What you will do :: In the records below, begin at the line containing "c.strokeStyle = halo;" and end at the line containing "M1697,25L1744,41L1737,62L1690,46Z"; quote every line in that span exactly, including both boundary lines, and no others.

Stored items ::
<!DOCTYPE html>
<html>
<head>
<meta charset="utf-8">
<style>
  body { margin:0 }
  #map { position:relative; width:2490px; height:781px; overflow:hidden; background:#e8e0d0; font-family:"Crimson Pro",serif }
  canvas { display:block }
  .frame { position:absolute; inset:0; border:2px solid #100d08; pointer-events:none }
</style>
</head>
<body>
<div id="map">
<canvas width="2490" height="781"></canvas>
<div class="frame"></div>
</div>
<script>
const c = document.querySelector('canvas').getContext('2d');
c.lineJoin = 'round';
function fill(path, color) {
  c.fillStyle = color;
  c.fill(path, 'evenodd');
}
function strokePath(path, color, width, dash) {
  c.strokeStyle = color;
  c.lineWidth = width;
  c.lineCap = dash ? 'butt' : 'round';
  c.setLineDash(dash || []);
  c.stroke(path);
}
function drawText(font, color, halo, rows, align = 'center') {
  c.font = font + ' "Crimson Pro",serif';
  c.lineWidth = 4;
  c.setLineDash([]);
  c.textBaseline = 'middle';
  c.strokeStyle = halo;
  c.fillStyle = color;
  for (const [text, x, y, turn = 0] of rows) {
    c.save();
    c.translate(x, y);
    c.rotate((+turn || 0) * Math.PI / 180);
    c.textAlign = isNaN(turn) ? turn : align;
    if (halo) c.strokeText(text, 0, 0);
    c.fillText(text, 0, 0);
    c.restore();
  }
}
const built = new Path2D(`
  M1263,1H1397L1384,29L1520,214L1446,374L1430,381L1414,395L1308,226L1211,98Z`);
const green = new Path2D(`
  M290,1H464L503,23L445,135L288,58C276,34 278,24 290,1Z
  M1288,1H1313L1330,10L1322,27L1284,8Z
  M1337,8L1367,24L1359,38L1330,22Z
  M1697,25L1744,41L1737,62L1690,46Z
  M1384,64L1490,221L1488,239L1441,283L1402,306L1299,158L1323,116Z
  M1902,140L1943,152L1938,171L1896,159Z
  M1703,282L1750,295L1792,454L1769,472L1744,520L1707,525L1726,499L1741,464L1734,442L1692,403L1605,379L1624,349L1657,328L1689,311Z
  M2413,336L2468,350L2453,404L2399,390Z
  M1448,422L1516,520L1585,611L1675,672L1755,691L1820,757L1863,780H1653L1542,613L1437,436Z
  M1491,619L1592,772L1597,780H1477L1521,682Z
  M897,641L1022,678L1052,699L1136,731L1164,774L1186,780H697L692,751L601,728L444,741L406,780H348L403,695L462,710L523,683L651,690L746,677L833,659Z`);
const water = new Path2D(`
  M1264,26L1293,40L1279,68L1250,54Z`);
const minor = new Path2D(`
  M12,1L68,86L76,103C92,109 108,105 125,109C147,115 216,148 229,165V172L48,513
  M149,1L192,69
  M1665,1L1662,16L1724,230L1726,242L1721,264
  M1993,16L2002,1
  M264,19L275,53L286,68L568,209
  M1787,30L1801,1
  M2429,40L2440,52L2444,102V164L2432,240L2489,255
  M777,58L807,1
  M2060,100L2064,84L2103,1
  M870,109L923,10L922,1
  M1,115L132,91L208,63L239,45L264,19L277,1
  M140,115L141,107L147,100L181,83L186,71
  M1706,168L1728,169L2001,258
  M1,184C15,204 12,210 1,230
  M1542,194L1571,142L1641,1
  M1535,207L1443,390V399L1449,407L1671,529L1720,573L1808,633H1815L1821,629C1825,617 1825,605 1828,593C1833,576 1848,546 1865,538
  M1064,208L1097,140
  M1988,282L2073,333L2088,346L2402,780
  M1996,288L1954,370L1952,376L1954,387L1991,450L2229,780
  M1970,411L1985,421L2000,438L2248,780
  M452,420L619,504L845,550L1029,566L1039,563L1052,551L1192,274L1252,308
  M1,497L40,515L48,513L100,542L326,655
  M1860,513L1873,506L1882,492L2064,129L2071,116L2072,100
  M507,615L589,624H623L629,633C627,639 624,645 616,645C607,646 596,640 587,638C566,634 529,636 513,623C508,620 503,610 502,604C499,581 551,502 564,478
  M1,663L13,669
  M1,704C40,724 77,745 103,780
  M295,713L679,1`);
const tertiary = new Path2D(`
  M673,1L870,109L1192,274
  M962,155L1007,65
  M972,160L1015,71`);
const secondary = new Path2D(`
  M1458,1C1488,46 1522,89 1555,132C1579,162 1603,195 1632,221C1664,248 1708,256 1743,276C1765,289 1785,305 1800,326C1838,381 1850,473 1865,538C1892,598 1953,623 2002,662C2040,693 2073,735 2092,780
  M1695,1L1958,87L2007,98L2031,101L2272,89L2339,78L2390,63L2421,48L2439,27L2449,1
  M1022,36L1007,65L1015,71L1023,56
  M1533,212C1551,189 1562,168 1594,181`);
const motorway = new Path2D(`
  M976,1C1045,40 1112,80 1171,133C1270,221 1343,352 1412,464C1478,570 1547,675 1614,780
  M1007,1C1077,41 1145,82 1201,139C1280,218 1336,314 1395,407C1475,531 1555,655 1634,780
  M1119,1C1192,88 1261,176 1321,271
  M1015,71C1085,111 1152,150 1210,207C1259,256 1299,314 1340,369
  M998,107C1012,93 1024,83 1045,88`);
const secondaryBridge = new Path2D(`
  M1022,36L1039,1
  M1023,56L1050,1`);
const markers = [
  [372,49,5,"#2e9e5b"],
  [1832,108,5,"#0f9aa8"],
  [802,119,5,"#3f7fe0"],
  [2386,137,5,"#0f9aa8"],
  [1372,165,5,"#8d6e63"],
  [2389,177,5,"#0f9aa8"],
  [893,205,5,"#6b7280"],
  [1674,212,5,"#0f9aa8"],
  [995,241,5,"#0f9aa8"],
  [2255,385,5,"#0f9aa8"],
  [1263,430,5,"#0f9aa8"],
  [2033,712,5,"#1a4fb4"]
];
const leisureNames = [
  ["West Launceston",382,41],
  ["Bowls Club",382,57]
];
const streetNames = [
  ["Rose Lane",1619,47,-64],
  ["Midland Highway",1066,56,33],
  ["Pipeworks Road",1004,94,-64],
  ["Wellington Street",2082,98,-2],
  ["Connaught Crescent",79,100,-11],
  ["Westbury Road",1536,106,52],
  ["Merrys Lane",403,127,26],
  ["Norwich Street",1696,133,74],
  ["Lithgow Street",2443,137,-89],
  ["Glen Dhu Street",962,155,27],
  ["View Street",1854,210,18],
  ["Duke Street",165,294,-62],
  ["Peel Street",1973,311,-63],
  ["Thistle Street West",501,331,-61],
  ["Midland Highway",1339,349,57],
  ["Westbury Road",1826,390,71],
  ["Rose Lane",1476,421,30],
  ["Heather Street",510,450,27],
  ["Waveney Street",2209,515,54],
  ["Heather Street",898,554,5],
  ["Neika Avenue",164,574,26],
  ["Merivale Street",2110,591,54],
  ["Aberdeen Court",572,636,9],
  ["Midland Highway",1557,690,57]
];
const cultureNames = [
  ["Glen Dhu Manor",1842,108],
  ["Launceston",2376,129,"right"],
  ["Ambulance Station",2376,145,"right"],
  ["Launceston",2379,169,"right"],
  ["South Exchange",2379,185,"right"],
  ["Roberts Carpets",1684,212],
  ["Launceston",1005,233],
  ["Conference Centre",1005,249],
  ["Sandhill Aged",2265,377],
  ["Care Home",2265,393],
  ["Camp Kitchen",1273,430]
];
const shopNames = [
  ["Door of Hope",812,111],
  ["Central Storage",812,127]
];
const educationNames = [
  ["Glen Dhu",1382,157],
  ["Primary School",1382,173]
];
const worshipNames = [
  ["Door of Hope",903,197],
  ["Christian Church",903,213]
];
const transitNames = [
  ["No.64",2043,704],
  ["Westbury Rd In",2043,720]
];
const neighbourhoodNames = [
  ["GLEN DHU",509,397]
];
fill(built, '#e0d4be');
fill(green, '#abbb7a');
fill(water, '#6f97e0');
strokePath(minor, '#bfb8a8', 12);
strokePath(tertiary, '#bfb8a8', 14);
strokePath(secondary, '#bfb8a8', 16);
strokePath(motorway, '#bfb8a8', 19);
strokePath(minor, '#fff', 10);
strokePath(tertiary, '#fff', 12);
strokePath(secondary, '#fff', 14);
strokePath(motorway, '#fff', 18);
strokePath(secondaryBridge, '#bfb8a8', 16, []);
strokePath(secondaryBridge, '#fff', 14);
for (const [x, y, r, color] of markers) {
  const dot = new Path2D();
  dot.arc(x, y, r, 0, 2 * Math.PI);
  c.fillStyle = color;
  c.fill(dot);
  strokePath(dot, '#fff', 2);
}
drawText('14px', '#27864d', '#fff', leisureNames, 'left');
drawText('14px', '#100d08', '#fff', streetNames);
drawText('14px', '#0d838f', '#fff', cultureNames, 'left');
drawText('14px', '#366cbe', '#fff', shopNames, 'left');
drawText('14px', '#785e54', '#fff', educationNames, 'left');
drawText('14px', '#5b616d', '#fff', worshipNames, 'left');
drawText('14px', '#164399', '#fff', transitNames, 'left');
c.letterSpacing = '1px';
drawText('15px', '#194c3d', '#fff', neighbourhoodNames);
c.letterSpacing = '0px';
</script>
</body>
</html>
==
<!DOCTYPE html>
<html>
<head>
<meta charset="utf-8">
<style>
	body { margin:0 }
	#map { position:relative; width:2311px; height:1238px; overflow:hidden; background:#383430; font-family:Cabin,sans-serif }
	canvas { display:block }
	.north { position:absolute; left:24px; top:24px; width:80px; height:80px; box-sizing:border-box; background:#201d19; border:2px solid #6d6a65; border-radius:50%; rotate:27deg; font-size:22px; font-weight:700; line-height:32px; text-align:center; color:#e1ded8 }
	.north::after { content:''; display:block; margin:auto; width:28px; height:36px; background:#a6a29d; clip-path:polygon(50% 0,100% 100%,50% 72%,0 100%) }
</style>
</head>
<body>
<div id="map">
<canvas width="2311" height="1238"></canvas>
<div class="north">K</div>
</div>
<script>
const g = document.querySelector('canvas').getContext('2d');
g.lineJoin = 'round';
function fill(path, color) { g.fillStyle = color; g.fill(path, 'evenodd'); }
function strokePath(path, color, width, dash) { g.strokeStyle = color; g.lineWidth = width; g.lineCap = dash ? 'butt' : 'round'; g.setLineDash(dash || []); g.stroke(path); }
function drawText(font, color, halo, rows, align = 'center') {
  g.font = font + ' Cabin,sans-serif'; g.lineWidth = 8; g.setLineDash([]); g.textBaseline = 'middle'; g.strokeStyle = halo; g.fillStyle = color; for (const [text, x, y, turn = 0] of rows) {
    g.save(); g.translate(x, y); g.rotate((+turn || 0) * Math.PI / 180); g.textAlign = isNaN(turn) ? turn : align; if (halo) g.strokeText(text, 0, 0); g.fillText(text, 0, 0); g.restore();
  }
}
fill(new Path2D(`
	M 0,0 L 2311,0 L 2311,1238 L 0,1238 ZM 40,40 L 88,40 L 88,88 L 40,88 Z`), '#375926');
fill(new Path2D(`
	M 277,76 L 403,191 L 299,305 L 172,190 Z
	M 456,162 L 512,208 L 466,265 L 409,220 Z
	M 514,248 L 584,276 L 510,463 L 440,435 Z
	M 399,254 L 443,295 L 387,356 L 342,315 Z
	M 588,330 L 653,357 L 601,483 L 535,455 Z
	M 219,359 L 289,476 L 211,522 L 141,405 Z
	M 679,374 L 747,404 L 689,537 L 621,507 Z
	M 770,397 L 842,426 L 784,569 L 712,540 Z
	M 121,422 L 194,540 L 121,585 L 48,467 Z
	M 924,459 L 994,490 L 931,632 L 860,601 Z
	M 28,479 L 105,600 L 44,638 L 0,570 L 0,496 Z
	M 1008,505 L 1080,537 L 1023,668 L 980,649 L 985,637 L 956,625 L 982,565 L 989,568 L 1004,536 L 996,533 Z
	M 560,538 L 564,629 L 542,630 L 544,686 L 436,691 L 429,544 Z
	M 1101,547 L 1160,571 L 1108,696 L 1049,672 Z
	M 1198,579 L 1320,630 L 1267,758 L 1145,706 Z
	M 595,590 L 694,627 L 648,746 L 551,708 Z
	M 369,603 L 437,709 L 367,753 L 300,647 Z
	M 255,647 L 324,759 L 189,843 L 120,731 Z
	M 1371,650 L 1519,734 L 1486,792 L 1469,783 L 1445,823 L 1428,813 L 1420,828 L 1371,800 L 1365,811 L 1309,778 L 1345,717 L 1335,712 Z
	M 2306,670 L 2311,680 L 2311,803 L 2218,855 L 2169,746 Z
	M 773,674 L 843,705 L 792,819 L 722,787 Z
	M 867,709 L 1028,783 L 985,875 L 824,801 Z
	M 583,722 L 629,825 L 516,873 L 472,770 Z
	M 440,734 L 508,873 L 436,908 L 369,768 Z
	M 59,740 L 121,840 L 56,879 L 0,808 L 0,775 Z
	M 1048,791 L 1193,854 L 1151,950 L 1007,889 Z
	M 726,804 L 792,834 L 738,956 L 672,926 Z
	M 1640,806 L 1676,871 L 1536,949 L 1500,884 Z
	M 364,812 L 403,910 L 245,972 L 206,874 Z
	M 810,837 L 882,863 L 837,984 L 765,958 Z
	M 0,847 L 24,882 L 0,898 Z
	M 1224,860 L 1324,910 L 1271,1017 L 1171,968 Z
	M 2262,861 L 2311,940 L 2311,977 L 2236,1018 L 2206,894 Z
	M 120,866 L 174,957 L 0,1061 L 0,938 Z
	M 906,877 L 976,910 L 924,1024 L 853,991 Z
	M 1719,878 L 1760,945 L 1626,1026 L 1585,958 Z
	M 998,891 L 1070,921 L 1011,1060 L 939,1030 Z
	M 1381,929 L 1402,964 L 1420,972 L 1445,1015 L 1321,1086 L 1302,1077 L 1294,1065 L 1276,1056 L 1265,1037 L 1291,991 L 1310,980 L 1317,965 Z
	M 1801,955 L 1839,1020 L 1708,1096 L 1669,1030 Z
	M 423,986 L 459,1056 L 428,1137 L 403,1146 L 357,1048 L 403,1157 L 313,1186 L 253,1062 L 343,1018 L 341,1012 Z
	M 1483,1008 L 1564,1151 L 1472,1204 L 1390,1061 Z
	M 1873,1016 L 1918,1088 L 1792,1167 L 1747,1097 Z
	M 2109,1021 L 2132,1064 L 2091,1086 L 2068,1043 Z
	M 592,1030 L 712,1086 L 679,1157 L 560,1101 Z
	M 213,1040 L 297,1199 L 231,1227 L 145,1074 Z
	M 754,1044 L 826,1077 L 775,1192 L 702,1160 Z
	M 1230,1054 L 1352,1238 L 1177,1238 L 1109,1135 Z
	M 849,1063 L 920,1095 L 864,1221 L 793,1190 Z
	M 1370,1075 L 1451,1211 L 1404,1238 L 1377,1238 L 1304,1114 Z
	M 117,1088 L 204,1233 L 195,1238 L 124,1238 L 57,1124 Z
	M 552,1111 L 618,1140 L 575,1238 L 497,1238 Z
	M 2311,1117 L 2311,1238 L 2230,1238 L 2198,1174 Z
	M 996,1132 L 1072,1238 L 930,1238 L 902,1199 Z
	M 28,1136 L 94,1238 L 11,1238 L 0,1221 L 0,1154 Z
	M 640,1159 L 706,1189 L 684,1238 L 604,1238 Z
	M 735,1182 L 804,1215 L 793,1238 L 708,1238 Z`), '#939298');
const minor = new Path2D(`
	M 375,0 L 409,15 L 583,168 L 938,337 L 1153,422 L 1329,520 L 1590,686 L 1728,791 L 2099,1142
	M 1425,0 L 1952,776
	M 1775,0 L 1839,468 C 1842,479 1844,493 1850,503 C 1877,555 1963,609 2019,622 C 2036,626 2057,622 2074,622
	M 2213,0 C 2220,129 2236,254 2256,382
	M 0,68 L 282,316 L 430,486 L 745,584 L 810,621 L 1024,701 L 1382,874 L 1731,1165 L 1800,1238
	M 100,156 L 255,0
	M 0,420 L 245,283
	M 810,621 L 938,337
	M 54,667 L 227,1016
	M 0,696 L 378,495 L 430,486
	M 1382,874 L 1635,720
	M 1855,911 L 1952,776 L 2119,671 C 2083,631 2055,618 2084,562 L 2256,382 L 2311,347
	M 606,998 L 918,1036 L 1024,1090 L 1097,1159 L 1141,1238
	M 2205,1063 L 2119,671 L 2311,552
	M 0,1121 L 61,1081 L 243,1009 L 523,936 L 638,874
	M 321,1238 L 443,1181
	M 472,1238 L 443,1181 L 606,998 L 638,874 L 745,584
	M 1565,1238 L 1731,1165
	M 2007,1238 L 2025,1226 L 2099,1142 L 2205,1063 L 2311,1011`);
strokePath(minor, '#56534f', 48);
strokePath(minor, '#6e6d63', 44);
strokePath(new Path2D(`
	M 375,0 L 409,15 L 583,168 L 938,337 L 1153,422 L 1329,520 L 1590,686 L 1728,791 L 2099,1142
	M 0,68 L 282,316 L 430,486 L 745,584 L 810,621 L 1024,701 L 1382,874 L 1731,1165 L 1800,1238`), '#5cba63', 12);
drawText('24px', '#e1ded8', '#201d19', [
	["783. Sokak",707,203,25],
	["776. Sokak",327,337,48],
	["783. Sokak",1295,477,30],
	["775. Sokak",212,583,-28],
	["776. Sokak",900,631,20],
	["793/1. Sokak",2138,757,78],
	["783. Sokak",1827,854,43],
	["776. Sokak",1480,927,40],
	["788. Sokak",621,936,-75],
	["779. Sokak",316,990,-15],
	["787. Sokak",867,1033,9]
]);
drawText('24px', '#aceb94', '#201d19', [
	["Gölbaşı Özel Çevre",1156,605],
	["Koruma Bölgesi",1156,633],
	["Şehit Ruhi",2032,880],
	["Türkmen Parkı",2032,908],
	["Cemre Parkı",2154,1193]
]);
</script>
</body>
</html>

Written answer ::
  c.strokeStyle = halo;
  c.fillStyle = color;
  for (const [text, x, y, turn = 0] of rows) {
    c.save();
    c.translate(x, y);
    c.rotate((+turn || 0) * Math.PI / 180);
    c.textAlign = isNaN(turn) ? turn : align;
    if (halo) c.strokeText(text, 0, 0);
    c.fillText(text, 0, 0);
    c.restore();
  }
}
const built = new Path2D(`
  M1263,1H1397L1384,29L1520,214L1446,374L1430,381L1414,395L1308,226L1211,98Z`);
const green = new Path2D(`
  M290,1H464L503,23L445,135L288,58C276,34 278,24 290,1Z
  M1288,1H1313L1330,10L1322,27L1284,8Z
  M1337,8L1367,24L1359,38L1330,22Z
  M1697,25L1744,41L1737,62L1690,46Z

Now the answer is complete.